--- Materials provided ---

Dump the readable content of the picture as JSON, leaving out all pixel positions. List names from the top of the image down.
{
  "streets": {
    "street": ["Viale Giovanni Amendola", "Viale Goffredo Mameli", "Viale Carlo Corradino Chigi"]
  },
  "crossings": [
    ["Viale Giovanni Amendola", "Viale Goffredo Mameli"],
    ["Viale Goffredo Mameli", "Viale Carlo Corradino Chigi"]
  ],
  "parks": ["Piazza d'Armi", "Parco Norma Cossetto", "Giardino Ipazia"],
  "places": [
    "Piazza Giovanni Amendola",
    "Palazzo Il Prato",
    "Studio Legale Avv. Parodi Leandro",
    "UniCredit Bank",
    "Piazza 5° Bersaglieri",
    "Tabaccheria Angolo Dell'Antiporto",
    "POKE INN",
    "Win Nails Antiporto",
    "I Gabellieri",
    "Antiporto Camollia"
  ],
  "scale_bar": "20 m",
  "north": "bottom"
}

---
--- Materials provided ---

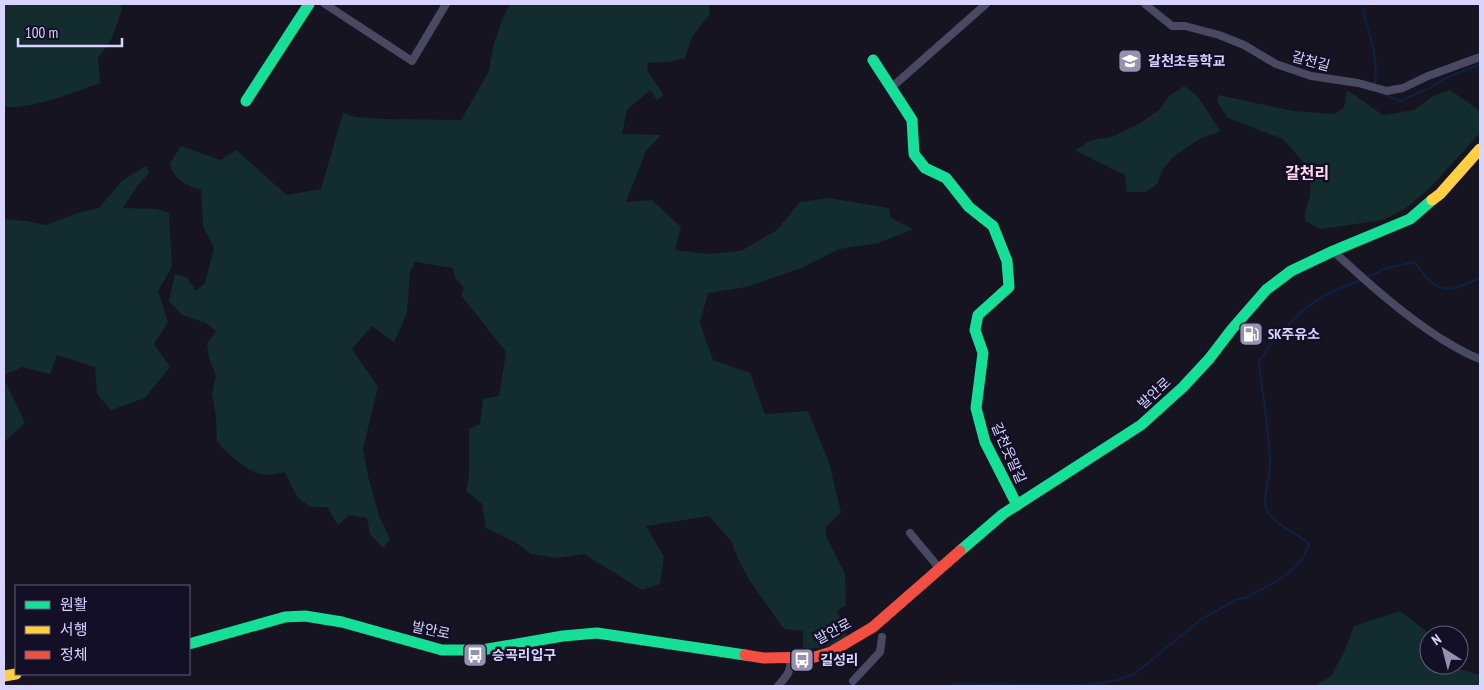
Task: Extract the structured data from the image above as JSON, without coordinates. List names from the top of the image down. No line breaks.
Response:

---
--- Materials provided ---

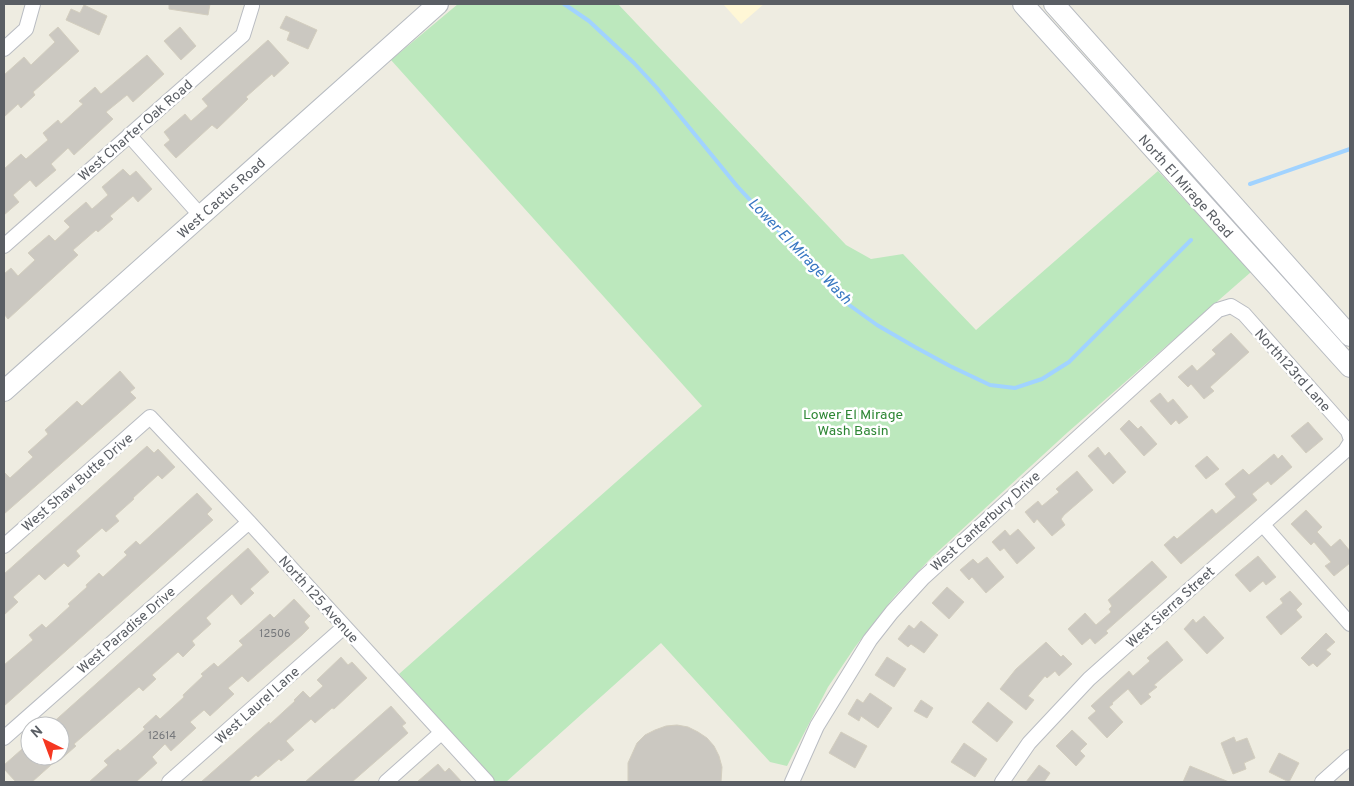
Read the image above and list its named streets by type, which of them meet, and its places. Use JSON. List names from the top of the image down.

---

Only the lines with "above" are needed; find them in the records and copy each one.

Output below:
Task: Extract the structured data from the image above as JSON, without coordinates. List names from the top of the image down. No line breaks.
Read the image above and list its named streets by type, which of them meet, and its places. Use JSON. List names from the top of the image down.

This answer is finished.